Goal of the exercise:
Produce a verbatim copy of the data below that contains no pictures.

Recorded information:
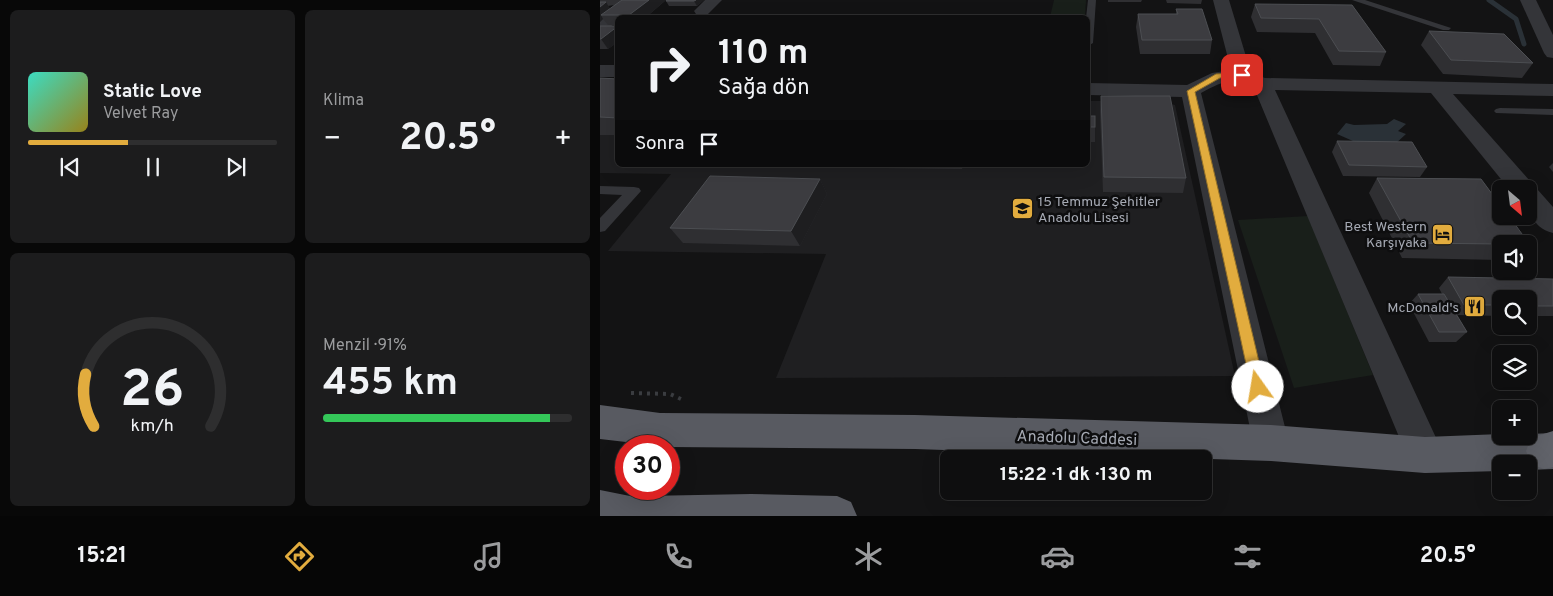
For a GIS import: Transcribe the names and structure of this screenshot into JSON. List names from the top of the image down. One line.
{"streets":{"highway":["Anadolu Caddesi"]},"places":{"school or university":["15 Temmuz Şehitler Anadolu Lisesi"],"hotel":["Best Western Karşıyaka"],"restaurant":["McDonald's"]},"north":"bottom right","page":{"tile":["Klima",["Menzil · 91%","455 km"]],"turn":["110 m","Sağa dön"],"song":["Static Love","Velvet Ray"],"heat":["−","20.5°","+"],"then":"Sonra","map_buttons":["+","−"],"limit":"30","trip":"15:22 · 1 dk · 130 m","tabs":["15:21","20.5°"],"gauge":["26","km/h"]}}
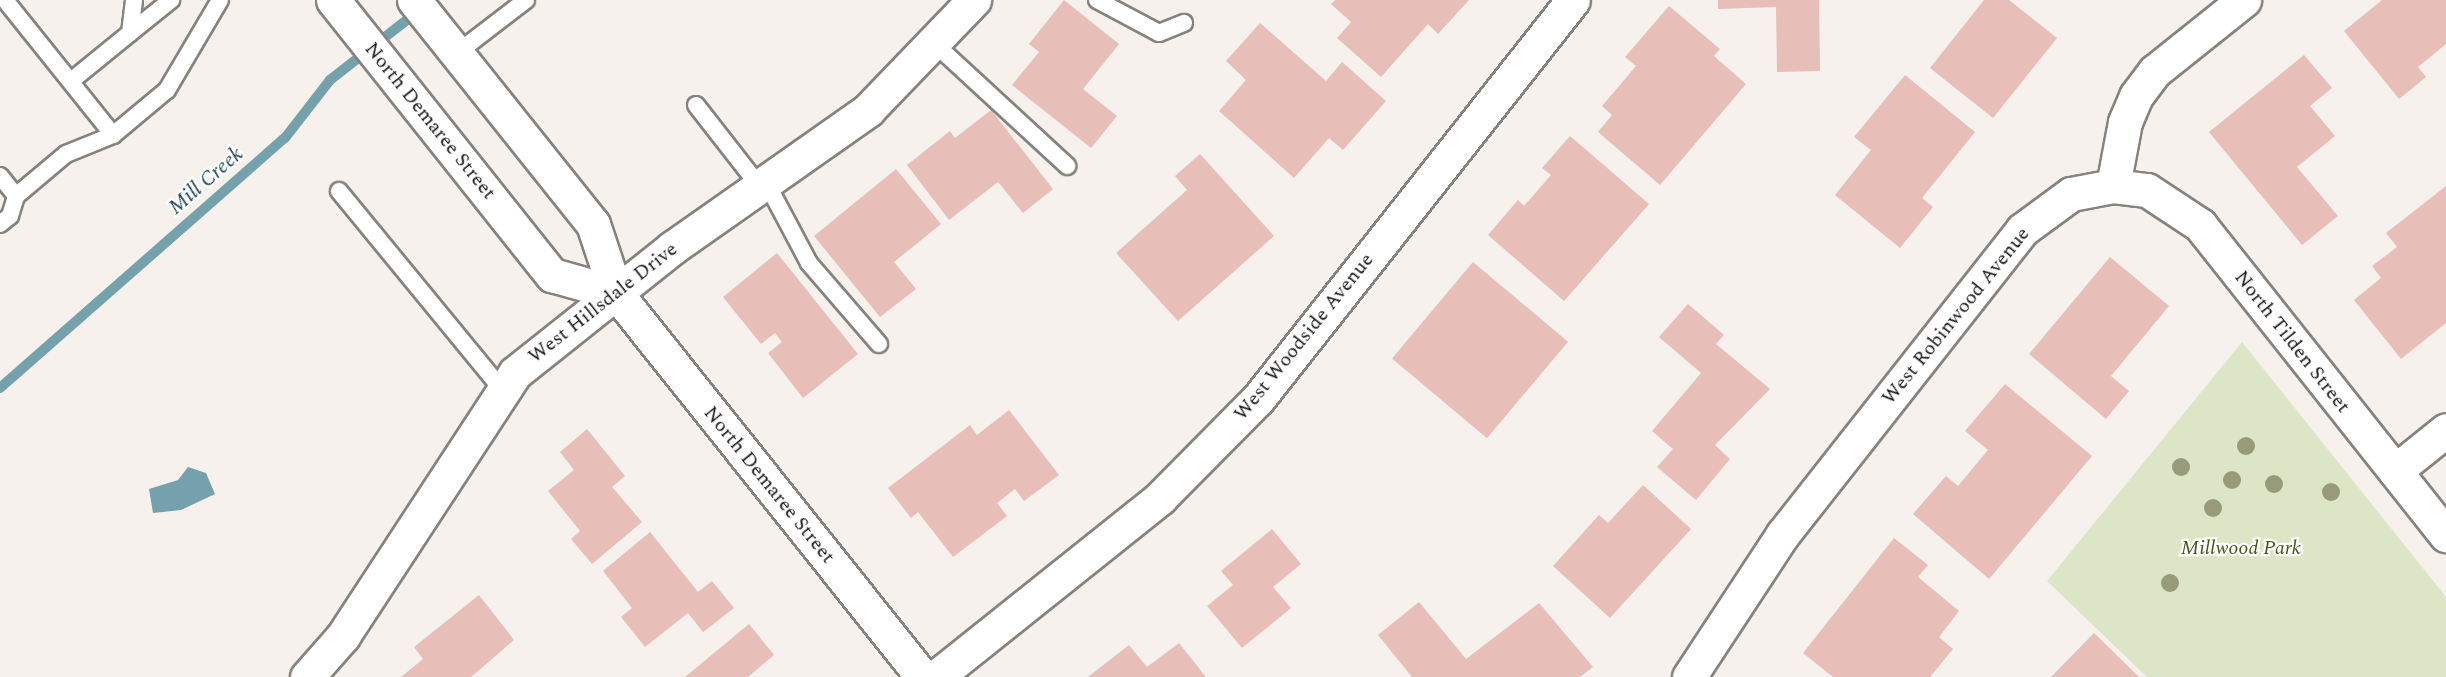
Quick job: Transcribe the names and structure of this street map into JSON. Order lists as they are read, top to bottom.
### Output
{
  "streets": {
    "street": [
      "North Demaree Street",
      "West Hillsdale Drive",
      "West Robinwood Avenue",
      "West Woodside Avenue",
      "North Tilden Street"
    ]
  },
  "crossings": [
    ["North Demaree Street", "West Hillsdale Drive"],
    ["West Robinwood Avenue", "North Tilden Street"]
  ],
  "water": ["Mill Creek"],
  "parks": ["Millwood Park"]
}
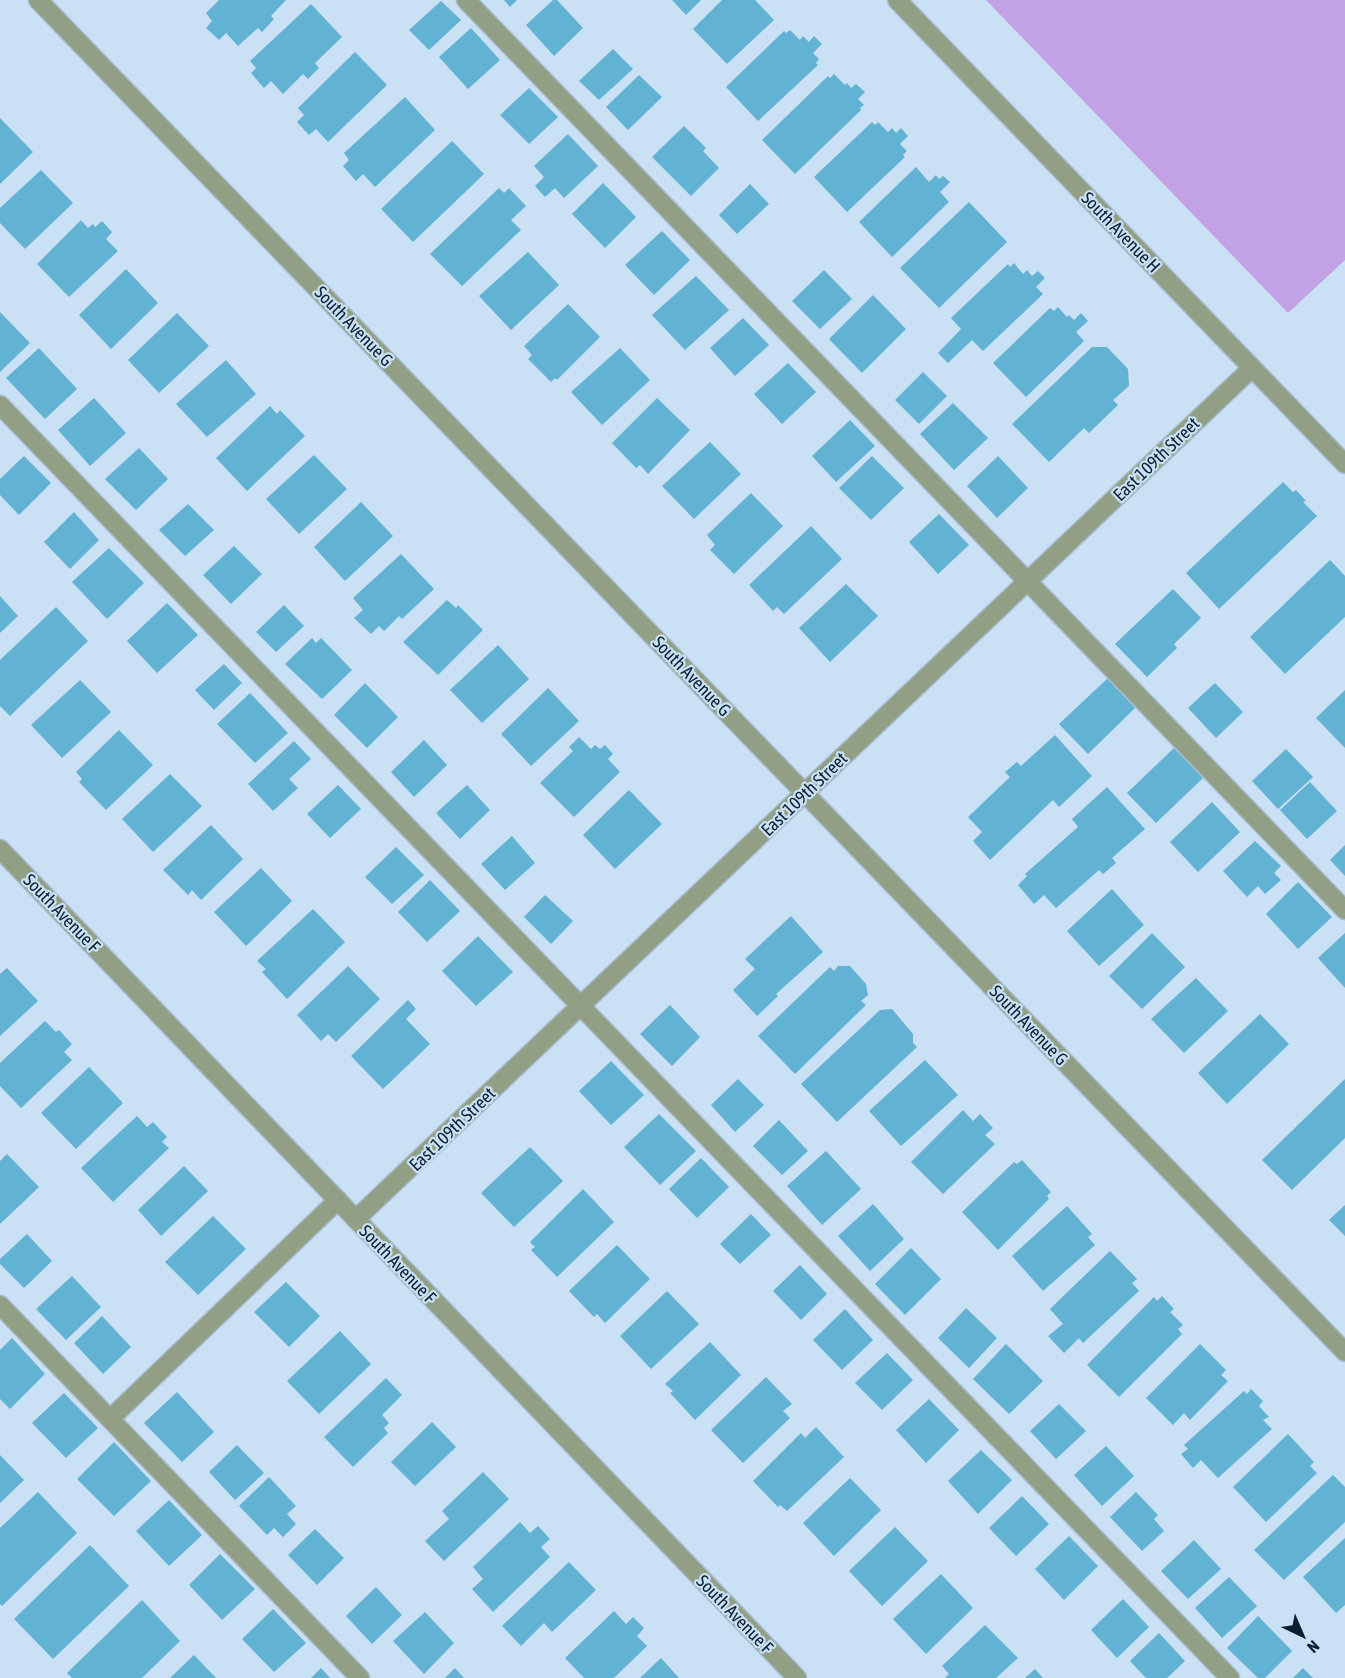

Result:
For a GIS import: Transcribe the names and structure of this screenshot into JSON. List names from the top of the image down. One line.
{"streets":{"highway":["Anadolu Caddesi"]},"places":{"school or university":["15 Temmuz Şehitler Anadolu Lisesi"],"hotel":["Best Western Karşıyaka"],"restaurant":["McDonald's"]},"north":"bottom right","page":{"tile":["Klima",["Menzil · 91%","455 km"]],"turn":["110 m","Sağa dön"],"song":["Static Love","Velvet Ray"],"heat":["−","20.5°","+"],"then":"Sonra","map_buttons":["+","−"],"limit":"30","trip":"15:22 · 1 dk · 130 m","tabs":["15:21","20.5°"],"gauge":["26","km/h"]}}
Quick job: Transcribe the names and structure of this street map into JSON. Order lists as they are read, top to bottom.
### Output
{
  "streets": {
    "street": [
      "North Demaree Street",
      "West Hillsdale Drive",
      "West Robinwood Avenue",
      "West Woodside Avenue",
      "North Tilden Street"
    ]
  },
  "crossings": [
    ["North Demaree Street", "West Hillsdale Drive"],
    ["West Robinwood Avenue", "North Tilden Street"]
  ],
  "water": ["Mill Creek"],
  "parks": ["Millwood Park"]
}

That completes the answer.